■ To do:
Give back the full set of entries that follows, exactly as written.

[Records from a data source]
Start of Block

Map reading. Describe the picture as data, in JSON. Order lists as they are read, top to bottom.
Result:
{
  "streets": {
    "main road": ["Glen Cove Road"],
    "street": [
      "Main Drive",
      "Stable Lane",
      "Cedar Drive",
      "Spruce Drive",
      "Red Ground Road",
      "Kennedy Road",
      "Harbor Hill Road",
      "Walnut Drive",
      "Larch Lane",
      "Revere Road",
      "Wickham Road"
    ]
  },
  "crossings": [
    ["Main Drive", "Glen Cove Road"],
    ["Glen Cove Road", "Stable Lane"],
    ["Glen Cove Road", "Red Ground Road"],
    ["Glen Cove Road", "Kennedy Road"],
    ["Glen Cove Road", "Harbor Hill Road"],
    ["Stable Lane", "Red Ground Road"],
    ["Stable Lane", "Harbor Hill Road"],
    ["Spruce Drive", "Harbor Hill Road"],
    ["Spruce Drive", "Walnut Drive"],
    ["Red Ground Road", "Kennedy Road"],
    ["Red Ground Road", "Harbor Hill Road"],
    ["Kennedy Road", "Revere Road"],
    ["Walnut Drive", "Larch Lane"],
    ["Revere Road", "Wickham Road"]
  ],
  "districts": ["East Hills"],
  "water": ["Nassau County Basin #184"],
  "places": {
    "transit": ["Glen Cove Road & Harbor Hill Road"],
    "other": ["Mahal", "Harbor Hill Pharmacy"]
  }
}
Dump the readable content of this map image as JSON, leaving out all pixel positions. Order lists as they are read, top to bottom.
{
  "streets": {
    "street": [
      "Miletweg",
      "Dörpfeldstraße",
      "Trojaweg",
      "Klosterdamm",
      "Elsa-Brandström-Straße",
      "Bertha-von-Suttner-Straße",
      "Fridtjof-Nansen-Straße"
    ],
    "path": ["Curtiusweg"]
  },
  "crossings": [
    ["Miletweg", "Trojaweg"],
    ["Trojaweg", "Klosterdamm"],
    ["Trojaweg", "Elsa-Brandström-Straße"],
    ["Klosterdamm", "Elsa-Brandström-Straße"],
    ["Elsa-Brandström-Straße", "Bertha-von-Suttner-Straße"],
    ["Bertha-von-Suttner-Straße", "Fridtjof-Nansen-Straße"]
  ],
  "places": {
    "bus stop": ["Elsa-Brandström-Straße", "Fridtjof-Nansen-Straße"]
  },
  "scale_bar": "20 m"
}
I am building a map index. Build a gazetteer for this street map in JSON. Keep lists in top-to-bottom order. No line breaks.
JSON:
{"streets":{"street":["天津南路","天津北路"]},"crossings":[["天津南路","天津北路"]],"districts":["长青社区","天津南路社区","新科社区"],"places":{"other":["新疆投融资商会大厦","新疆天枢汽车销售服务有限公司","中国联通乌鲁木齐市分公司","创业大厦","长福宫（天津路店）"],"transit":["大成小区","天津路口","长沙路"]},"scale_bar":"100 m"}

End of Block

■ Solved problem:
Map reading. Describe the picture as data, in JSON. Order lists as they are read, top to bottom.
Result:
{
  "streets": {
    "main road": ["Glen Cove Road"],
    "street": [
      "Main Drive",
      "Stable Lane",
      "Cedar Drive",
      "Spruce Drive",
      "Red Ground Road",
      "Kennedy Road",
      "Harbor Hill Road",
      "Walnut Drive",
      "Larch Lane",
      "Revere Road",
      "Wickham Road"
    ]
  },
  "crossings": [
    ["Main Drive", "Glen Cove Road"],
    ["Glen Cove Road", "Stable Lane"],
    ["Glen Cove Road", "Red Ground Road"],
    ["Glen Cove Road", "Kennedy Road"],
    ["Glen Cove Road", "Harbor Hill Road"],
    ["Stable Lane", "Red Ground Road"],
    ["Stable Lane", "Harbor Hill Road"],
    ["Spruce Drive", "Harbor Hill Road"],
    ["Spruce Drive", "Walnut Drive"],
    ["Red Ground Road", "Kennedy Road"],
    ["Red Ground Road", "Harbor Hill Road"],
    ["Kennedy Road", "Revere Road"],
    ["Walnut Drive", "Larch Lane"],
    ["Revere Road", "Wickham Road"]
  ],
  "districts": ["East Hills"],
  "water": ["Nassau County Basin #184"],
  "places": {
    "transit": ["Glen Cove Road & Harbor Hill Road"],
    "other": ["Mahal", "Harbor Hill Pharmacy"]
  }
}
Dump the readable content of this map image as JSON, leaving out all pixel positions. Order lists as they are read, top to bottom.
{
  "streets": {
    "street": [
      "Miletweg",
      "Dörpfeldstraße",
      "Trojaweg",
      "Klosterdamm",
      "Elsa-Brandström-Straße",
      "Bertha-von-Suttner-Straße",
      "Fridtjof-Nansen-Straße"
    ],
    "path": ["Curtiusweg"]
  },
  "crossings": [
    ["Miletweg", "Trojaweg"],
    ["Trojaweg", "Klosterdamm"],
    ["Trojaweg", "Elsa-Brandström-Straße"],
    ["Klosterdamm", "Elsa-Brandström-Straße"],
    ["Elsa-Brandström-Straße", "Bertha-von-Suttner-Straße"],
    ["Bertha-von-Suttner-Straße", "Fridtjof-Nansen-Straße"]
  ],
  "places": {
    "bus stop": ["Elsa-Brandström-Straße", "Fridtjof-Nansen-Straße"]
  },
  "scale_bar": "20 m"
}
I am building a map index. Build a gazetteer for this street map in JSON. Keep lists in top-to-bottom order. No line breaks.
JSON:
{"streets":{"street":["天津南路","天津北路"]},"crossings":[["天津南路","天津北路"]],"districts":["长青社区","天津南路社区","新科社区"],"places":{"other":["新疆投融资商会大厦","新疆天枢汽车销售服务有限公司","中国联通乌鲁木齐市分公司","创业大厦","长福宫（天津路店）"],"transit":["大成小区","天津路口","长沙路"]},"scale_bar":"100 m"}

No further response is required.